8. The carbon mineralization plate production control system according to claim 1, characterized in that, The collaborative control module is also used for: Calculate the difference between the predicted finished product performance parameters of the carbon mineralized plate predicted by the digital twin model and the actual finished product performance parameters; When the difference exceeds a preset difference threshold, the digital twin model and the carbonization curing process parameter optimization algorithm are optimized and trained.
9. The control system for the carbon mineralization plate production line according to claim 2, characterized in that, The collaborative control module is also used for: Using the surface temperature and humidity of the board as feedforward information, the paint flow rate and spraying time of the spraying process nodes are adjusted based on the feedforward compensation mechanism.

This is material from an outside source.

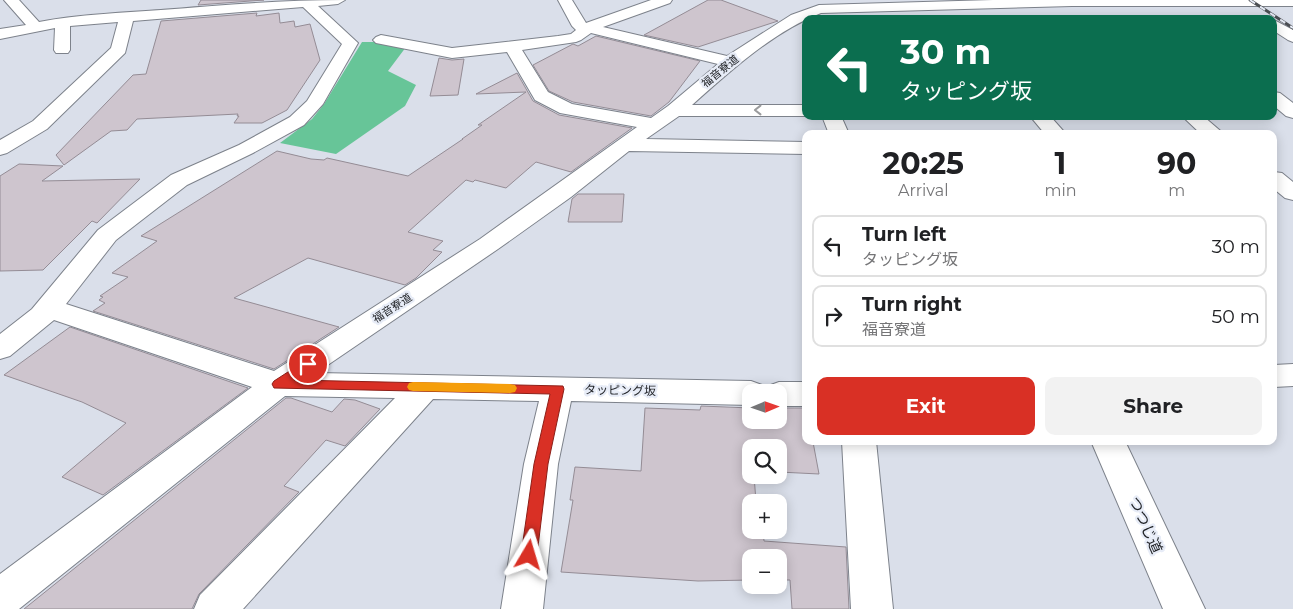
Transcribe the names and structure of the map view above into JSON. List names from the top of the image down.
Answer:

10. A control method for a carbon mineralized plate production line, characterized in that, The control system for the carbon mineralization plate production line according to any one of claims 1 to 9 includes: Obtain the pre-process parameters and plate condition of each process node before the carbonization and curing process node in the carbonized plate production line. The preceding process parameters and the state of the plate are mapped to a digital twin model of the carbon mineralization plate production line, and the finished product performance parameters of the carbon mineralization plate are predicted based on the digital twin model. With the goal of achieving optimal performance parameters and minimizing energy consumption of the finished product, the optimal carbonization curing process parameters for the carbonization curing process nodes are determined, and the carbonized mineralized slabs are carbonized using the optimal carbonization curing process parameters.